Quand faut-il créer ou supprimer un groupe ? Nous connaissons tous des adeptes du recyclage qui réutilisent le groupe « Noël 2018 » jusqu’à aujourd’hui. Les plus extrémistes en la matière discutent du cadeau de Valérie dans le groupe « cadeau Gérard », en rajoutant les personnes manquantes et, si tout se passe bien, en n’oubliant pas d’enlever Valérie. À l’opposé, certains stakhanovistes créent de nouveaux groupes à chaque nouvelle occasion, avec icône personnalisée, titre suivant une codification normalisée, et règles pour gérer notifications et effacement des messages.

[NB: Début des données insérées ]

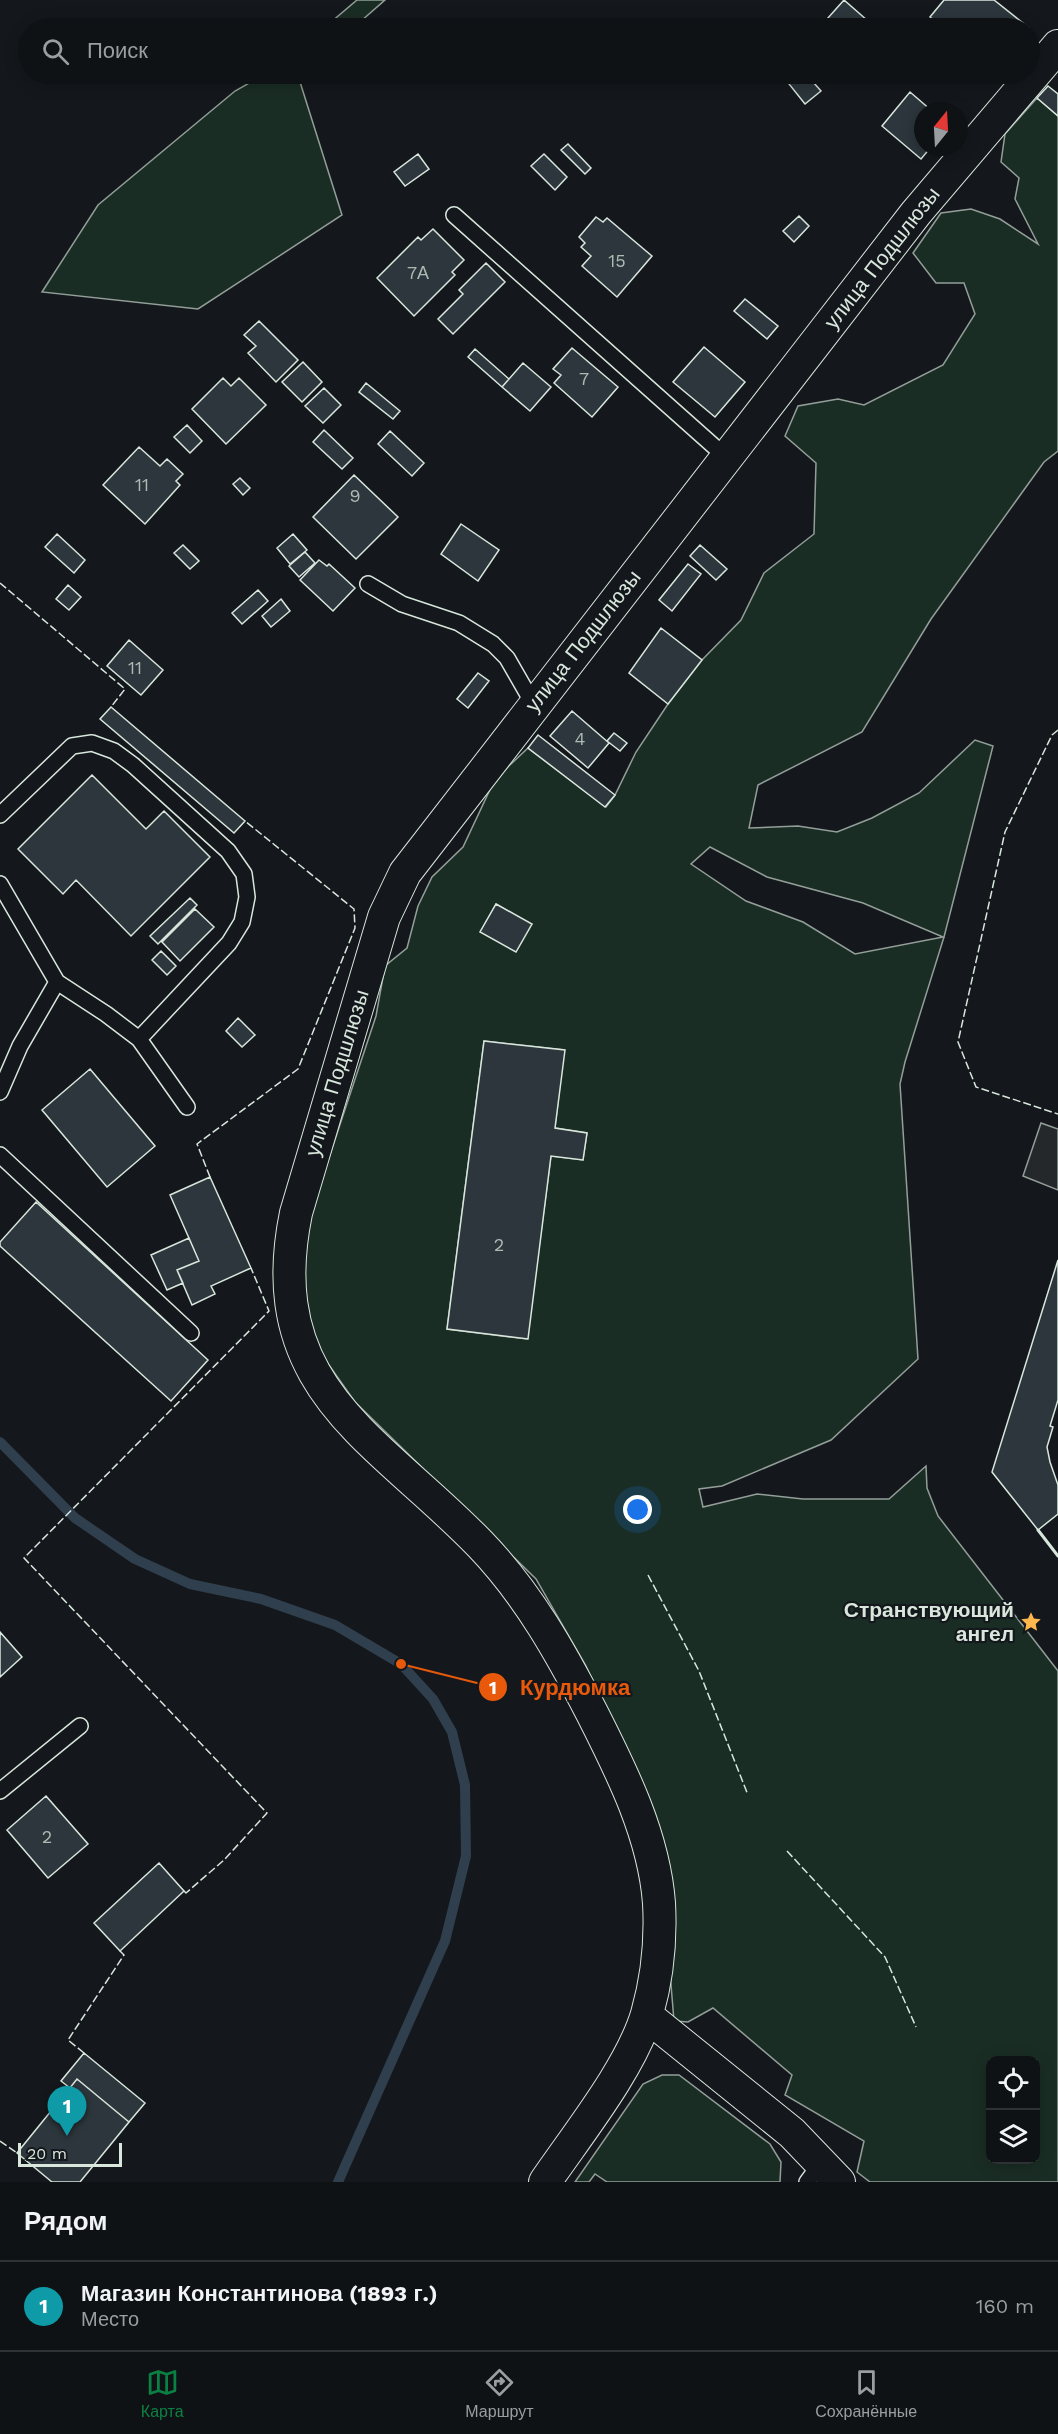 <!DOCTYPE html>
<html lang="ru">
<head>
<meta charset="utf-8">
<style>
	body { margin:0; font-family:"Work Sans",sans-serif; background:#181b1e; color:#f1f3f6 }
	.controls { position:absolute; right:18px; bottom:18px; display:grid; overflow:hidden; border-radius:12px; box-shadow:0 3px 15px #0003 }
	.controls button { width:54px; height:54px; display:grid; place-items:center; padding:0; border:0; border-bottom:2px solid #2f3234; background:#0f1215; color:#f1f3f6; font:30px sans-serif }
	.compass { position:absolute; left:914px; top:102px; width:54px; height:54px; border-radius:50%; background:#0f1215; box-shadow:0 3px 15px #0003; rotate:18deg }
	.scale { position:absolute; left:18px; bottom:15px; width:104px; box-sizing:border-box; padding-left:6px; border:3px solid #d8e6dc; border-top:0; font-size:16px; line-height:21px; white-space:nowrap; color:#d8e6dc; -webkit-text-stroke:4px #14181c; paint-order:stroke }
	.you { position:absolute; left:638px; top:1510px; width:21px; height:21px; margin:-15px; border:4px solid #fff; border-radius:50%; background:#1a73e8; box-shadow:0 0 0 9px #1a73e833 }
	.badge { display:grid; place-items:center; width:39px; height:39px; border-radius:50%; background:#0b8043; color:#fff; font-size:20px; font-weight:700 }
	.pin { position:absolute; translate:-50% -50px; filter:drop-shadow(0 2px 3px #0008) }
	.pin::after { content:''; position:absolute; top:32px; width:21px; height:18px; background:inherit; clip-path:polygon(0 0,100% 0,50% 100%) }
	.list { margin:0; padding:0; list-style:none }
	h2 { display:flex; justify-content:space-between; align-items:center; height:78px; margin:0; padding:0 24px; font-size:26px }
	h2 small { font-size:20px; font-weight:400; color:#9b9ea0 }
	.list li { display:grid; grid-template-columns:39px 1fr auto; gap:18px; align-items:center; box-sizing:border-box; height:90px; padding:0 24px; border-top:2px solid #2f3234 }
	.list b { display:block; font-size:22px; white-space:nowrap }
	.list p { margin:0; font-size:20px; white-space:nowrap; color:#9b9ea0 }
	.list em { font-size:20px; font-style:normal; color:#9b9ea0 }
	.icon { flex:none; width:33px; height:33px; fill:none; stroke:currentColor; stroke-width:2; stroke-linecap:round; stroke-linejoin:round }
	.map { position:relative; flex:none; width:1058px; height:2182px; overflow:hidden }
	.search { position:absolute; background:#0f1215; box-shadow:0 3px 15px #0003; left:18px; right:18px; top:18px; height:66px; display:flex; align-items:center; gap:15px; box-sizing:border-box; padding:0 21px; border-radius:33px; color:#9b9ea0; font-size:22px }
	.sheet { height:168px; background:#0f1215 }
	nav { display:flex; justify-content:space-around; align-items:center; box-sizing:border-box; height:84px; border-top:2px solid #2f3234; background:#0f1215; font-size:16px; color:#9b9ea0 }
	nav a { display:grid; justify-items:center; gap:3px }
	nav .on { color:#0b8043 }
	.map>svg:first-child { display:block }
</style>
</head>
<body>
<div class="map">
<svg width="1058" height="2182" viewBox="0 0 1058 2182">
	<rect width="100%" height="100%" fill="#14181c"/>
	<path fill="#1a2d24" stroke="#939e99" stroke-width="1.5" fill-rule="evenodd" d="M357,0h28l-32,28h-29z
		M265,74h43l-8,8 42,133 -144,94 -156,-17 56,-87 137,-114z
		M1037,98l21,18v335l-14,11 -113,157 -69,113 -104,53 -9,43 49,-2 39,6 35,-14 47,-25 56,-53 18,6 -49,191 -39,125 -5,22 18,275 -87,81 -109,46 -23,3 4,18 54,-13 46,5h86l37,-33 1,22 11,28 120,155v511h-188l-13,-10 7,-31 -79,-46 7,-20 -79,-67 -25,14 -14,-1 -14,-170 -25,-74 -49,-111 -50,-87 -181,-177 -31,-44 -16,-36 -6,-47 6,-54 68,-205 9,-50 22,-18 11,-42 14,-29 31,-30 32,-68 33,-31 78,59 9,-12 21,-43 32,-48 34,-44 39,-40 23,-47 50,-39 2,-71 -31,-27 13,-30 40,-7 26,6 79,-40 32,-51 -11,-31h-28l-23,-30 28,-40 30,-4 29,10 38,25 -23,-45 4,-21 -18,-16 4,-28zM710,847l57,30 96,26 80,34 -88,17 -52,-32 -57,-21 -55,-37zM496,904l35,20 -50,7zM484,1041l80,9 -9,78 32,5 -4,27 -32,-4 -24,183 -80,-10zM990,2060h46v100h-46z
		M662,2075h17l91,69 11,18 -1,20h-173l-12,-8 -6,8h-14l68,-98z"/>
	<path fill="#24282b" stroke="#939e99" stroke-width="1.5" d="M1041,1123l17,6v61l-35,-14z"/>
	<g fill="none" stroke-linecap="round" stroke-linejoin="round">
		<path stroke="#2f3f4d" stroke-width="10" d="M0,1442l75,76 60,41 55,25 71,15 74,26 66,39 32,35 19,33 13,53 1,71 -21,85 -107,241"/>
	</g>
	<path fill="#2c363c" stroke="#d8e6dc" stroke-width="1.5" d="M844,0l24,21 -7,7h-42z
		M944,0h50l34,27 -84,1 -14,-11z
		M802,74h4l15,17 -16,13 -16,-20z
		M1048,86l10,8v22l-21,-18z
		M910,92l22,19h-9v36h8l-10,12 -39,-33z
		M568,144l23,24 -6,6 -24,-24z
		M418,154l11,15 -24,17 -11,-14z
		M544,154l23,23 -12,13 -24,-24z
		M799,216l10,10 -15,16 -11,-11z
		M596,217l7,5 4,-4 45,38 -35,41 -35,-31 9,-10 -10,-9 4,-4 -6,-6z
		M433,229l31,31 -12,12 3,3 -41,41 -37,-38 41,-41 3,3z
		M486,263l19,19 -52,52 -15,-15 25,-25 -4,-4z
		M745,299l33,27 -11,13 -33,-28z
		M259,321l39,39 -22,22 -28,-29 8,-7 -12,-11z
		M704,347l41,35 -30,35 -42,-35z
		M572,348l46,39 -26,30 -38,-34 7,-8 -8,-6z
		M475,349l34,30 -7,8 -34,-30z
		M303,362l19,20 -20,20 -20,-20z
		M523,363l28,24 -21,24 -28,-24z
		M223,378l8,8 8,-8 27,27 -40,39 -34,-35z
		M366,383l34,28 -7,8 -34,-27z
		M324,388l17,17 -18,18 -18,-17z
		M187,425l15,16 -12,12 -16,-16z
		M324,430l29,28 -11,11 -29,-27z
		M390,431l34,32 -12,13 -34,-32z
		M139,447l21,19 7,-7 16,15 -7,7 4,4 -35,39 -42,-39z
		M354,475l44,42 -42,42 -43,-42z
		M240,478l10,10 -7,7 -10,-11z
		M461,524l38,26 -21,31 -37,-27z
		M57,534l28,26 -11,13 -29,-26z
		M293,534l14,16 -17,14 -13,-16z
		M183,545l16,16 -9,8 -16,-16z
		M700,545l27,24 -11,11 -26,-24z
		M305,552l10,11 -16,14 -10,-11z
		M319,560l8,6 2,-2 26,24 -22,23 -33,-31z
		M688,564l13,10 -29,37 -13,-11z
		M68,585l13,12 -12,13 -13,-11z
		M258,590l10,11 -26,23 -10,-11z
		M281,599l9,12 -19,16 -9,-11z
		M661,628l41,32 -34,44 -39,-31z
		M129,640l34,30 -22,25 -34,-29z
		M478,673l11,8 -21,27 -11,-9z
		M111,707l134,114 -11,12 -134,-114z
		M572,711l37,32 -21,25 -38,-32z
		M614,733l13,10 -7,8 -13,-10z
		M538,735l77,60 -10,12 -77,-59z
		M92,775l54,54 18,-18 46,46 -79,79 -55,-56 -13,14 -45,-45z
		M190,898l7,7 -39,39 -8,-8z
		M496,904l36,20 -16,28 -36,-20z
		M195,909l19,18 -34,34 -18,-19z
		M161,951l15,15 -9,9 -15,-15z
		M238,1018l17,17 -13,12 -16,-16z
		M484,1041l81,9 -10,78 32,5 -4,27 -32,-4 -23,183 -81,-10z
		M90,1069l65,77 -48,41 -65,-77z
		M210,1177l41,91 -40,18 4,8 -23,11 -15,-35 22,-9 -29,-66z
		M36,1202l172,158 -37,41 -171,-155v-4z
		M189,1238l10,23 -22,9 6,13 -16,7 -16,-35z
		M1058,1260v140l-8,26 3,1 -6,20 3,15 8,23v29l-20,16 -46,-58z
		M0,1632l22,25 -22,20z
		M46,1796l42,48 -40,34 -41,-48z
		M159,1863l25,28 -64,60 -26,-28z
		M84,2053l61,50 -16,19 -52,-43 -7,9 -9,-7z
		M77,2079l52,43 -49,60h-28l-35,-29z"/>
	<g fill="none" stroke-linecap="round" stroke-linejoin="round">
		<g stroke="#d8e6dc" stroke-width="18">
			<path id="lane" d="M454,215l272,242
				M368,584l34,20 57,19 34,21 14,14 27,47
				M0,815l72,-69 20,-3 22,8 19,14 95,86 16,23 3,23 -5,25 -13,21 -90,96 -33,-25 -49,-32
				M0,884l57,98 -37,64 -20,46
				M139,1039l48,68
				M0,1155l191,178
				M0,1791l80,-65
				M807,2182l14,-19"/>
		</g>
		<g stroke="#d8e6dc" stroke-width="34">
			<path id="street" d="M647,2016l145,117 47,49
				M545,2182c32,-47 86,-114 102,-168 10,-35 14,-75 12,-111 -5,-67 -37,-131 -67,-190 -31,-60 -64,-119 -111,-168 -103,-107 -221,-156 -185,-332l88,-296 21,-44 511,-660 142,-167"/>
		</g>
		<use href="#lane" stroke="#14181c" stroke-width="15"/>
		<use href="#street" stroke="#14181c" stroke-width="32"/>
		<path stroke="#d8e6dc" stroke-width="1.5" stroke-dasharray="8 3" stroke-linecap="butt" d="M0,583l125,106 -14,18
			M1058,730l-6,5 -47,97 -47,210 18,45 82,27
			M210,1177l-13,-33 101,-75 57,-141 -1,-19 -109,-88
			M648,1575l51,96 49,124
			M787,1851l98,106 31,70
			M184,1891l2,2 38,-33 43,-47 -243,-255 245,-247 -18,-43
			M84,2053l-16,-13 56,-85 -4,-4
			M0,2141l17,12"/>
		<path stroke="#d8e6dc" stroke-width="3" d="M1038,1530l20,26"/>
	</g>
	<defs>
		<g id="sight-bare" transform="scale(1.62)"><path d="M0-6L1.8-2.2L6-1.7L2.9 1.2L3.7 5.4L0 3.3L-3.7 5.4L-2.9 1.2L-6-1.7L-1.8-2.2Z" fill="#ffb74d" stroke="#14181c" stroke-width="2.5" paint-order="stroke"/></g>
	</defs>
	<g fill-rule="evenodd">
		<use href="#sight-bare" x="1031" y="1622"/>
	</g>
	<g text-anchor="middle" stroke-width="4.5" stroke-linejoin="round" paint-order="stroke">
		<g font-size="18" fill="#adbab4">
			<text x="617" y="267">15</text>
			<text x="418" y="279">7А</text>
			<text x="584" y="385">7</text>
			<text x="142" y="491">11</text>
			<text x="355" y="502">9</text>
			<text x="135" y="674">11</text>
			<text x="580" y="745">4</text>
			<text x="499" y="1251">2</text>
			<text x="47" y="1843">2</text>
		</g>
		<g font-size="21" fill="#d8e6dc" stroke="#14181c">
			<text transform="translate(882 258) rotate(-52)" y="7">улица Подшлюзы</text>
			<text transform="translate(583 641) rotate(-52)" y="7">улица Подшлюзы</text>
			<text transform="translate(337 1073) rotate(-73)" y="7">улица Подшлюзы</text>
		</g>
		<g font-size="21" font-weight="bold" fill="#d8e6dc" stroke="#14181c" text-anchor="end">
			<text x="1014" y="1617">Странствующий<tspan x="1014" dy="24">ангел</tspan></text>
		</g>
	</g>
	<path fill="none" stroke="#e8590c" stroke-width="2" d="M401 1664L493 1687"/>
	<g fill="#e8590c" stroke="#14181c" stroke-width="2">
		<circle cx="401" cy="1664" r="6"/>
		<circle cx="493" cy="1687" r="15"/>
	</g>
	<g font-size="18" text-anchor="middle" font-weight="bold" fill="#fff">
		<text x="493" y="1694">1</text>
	</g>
	<g font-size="22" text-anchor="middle" font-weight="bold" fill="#e8590c" stroke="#14181c" stroke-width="4.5" stroke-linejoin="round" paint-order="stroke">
		<text x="575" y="1695">Курдюмка</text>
	</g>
</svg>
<div class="controls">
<button><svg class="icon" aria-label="locate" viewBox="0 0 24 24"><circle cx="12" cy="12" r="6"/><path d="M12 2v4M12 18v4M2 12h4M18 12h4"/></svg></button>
<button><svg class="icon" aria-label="layers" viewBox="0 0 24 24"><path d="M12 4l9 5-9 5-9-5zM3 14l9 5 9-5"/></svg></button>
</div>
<svg class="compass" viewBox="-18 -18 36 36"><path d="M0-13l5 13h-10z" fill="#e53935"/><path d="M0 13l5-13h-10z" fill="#9b9ea0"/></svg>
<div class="scale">20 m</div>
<div class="you"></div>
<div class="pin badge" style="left:67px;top:2136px;background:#0f9aa8">1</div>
<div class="search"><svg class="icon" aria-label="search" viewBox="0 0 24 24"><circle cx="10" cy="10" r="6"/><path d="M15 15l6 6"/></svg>Поиск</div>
</div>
<section class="sheet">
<h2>Рядом<small></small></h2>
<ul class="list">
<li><span class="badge" style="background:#0f9aa8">1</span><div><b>Магазин Константинова (1893 г.)</b><p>Место</p></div><em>160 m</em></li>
</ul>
</section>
<nav>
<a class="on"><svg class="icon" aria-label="map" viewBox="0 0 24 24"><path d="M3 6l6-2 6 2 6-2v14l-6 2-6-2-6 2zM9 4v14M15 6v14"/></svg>Карта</a>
<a><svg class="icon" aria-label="directions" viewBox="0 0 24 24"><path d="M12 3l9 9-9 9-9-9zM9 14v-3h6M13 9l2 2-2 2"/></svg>Маршрут</a>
<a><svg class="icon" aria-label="saved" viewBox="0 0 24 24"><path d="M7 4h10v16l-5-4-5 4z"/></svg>Сохранённые</a>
</nav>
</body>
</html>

C’est surtout un bon moyen pour donner des complexes à ceux qui hésitent entre leurs cinq groupes « famille », « amis » ou « collègues », et après avoir vainement tenté de vérifier ce qui différenciait ces groupes, décident de poursuivre la conversation en bilatéral, avec l’auteur du dernier message, qui se chargera de répercuter la réponse aux autres bonnes personnes du groupe. Sauf s’il pense que vous ne répondez pas à tous car il y a une personne que vous détestez, ce qui sera l’occasion d’interprétation, de malentendus et finalement de rupture définitive, et pas seulement virtuelle.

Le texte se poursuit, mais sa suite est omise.